Using the records below, filter for lines that contain the string "Quick" and copy them out.

(Records drawn from a dataset)

- Opening Delimiter -

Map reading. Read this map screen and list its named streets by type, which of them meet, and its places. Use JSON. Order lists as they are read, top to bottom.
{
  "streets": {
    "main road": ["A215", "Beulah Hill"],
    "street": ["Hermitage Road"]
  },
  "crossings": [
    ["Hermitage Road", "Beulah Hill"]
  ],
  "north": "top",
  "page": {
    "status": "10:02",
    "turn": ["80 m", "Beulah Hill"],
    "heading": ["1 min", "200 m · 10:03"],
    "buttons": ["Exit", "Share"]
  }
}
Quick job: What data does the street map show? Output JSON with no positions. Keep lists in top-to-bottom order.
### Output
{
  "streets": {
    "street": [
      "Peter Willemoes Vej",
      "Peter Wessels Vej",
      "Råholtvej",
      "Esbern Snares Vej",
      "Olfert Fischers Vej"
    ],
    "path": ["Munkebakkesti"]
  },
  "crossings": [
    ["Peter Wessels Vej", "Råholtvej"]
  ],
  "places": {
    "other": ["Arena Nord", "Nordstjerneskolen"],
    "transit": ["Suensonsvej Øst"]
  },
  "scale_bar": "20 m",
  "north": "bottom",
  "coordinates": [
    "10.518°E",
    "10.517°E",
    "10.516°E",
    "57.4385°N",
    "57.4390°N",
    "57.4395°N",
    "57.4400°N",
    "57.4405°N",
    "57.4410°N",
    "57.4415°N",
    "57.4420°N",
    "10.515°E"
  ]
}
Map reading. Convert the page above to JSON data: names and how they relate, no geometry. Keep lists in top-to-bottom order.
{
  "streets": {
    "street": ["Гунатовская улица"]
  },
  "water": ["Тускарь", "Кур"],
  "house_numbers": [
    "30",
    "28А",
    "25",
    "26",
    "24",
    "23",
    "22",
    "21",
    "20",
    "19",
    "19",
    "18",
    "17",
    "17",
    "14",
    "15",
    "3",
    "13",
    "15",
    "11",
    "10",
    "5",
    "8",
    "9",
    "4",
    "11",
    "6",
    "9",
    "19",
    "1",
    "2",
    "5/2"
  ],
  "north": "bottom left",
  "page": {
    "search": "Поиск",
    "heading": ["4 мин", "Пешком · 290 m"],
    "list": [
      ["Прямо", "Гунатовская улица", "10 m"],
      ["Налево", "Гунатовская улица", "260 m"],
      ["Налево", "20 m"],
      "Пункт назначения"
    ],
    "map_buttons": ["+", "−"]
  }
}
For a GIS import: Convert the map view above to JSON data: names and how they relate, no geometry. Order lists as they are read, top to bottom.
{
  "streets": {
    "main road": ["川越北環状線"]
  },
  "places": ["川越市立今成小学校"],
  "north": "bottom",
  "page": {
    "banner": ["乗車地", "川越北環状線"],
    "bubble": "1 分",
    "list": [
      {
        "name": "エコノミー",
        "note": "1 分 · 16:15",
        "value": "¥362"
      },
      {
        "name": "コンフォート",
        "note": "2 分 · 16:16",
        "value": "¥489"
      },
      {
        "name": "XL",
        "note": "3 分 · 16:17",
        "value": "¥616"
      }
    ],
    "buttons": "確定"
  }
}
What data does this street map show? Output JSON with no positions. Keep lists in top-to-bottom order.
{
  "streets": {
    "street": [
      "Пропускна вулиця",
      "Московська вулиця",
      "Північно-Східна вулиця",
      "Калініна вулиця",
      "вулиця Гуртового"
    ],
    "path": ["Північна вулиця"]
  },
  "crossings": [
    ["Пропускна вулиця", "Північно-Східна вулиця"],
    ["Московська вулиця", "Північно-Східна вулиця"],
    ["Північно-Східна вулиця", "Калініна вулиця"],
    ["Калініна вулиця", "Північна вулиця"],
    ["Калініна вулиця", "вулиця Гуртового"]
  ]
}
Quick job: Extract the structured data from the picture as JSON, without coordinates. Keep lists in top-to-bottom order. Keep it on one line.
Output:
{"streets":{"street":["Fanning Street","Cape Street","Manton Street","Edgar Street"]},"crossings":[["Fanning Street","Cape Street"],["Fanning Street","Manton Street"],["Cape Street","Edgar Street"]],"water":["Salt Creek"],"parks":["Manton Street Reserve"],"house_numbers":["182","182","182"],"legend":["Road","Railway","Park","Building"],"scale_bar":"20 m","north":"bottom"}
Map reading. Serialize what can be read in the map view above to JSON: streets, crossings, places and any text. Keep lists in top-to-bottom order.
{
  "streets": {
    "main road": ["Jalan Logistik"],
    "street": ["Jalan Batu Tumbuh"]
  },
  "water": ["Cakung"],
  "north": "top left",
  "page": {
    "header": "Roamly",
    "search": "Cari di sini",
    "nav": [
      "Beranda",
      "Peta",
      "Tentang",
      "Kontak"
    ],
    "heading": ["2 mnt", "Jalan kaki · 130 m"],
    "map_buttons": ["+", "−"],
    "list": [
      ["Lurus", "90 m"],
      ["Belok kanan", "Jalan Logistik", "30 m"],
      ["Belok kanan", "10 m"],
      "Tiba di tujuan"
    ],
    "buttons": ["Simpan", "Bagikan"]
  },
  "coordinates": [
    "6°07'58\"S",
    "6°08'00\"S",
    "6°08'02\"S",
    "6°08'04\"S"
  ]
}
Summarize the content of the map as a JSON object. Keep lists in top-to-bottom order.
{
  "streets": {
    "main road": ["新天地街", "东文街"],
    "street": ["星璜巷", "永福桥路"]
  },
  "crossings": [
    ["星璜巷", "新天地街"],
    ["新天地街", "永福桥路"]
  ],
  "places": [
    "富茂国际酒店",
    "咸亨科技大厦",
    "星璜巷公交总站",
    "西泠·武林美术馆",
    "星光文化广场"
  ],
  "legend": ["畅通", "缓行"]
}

- Closing Delimiter -

▸ **REPLY TO THE EXERCISE**
Quick job: What data does the street map show? Output JSON with no positions. Keep lists in top-to-bottom order.
Quick job: Extract the structured data from the picture as JSON, without coordinates. Keep lists in top-to-bottom order. Keep it on one line.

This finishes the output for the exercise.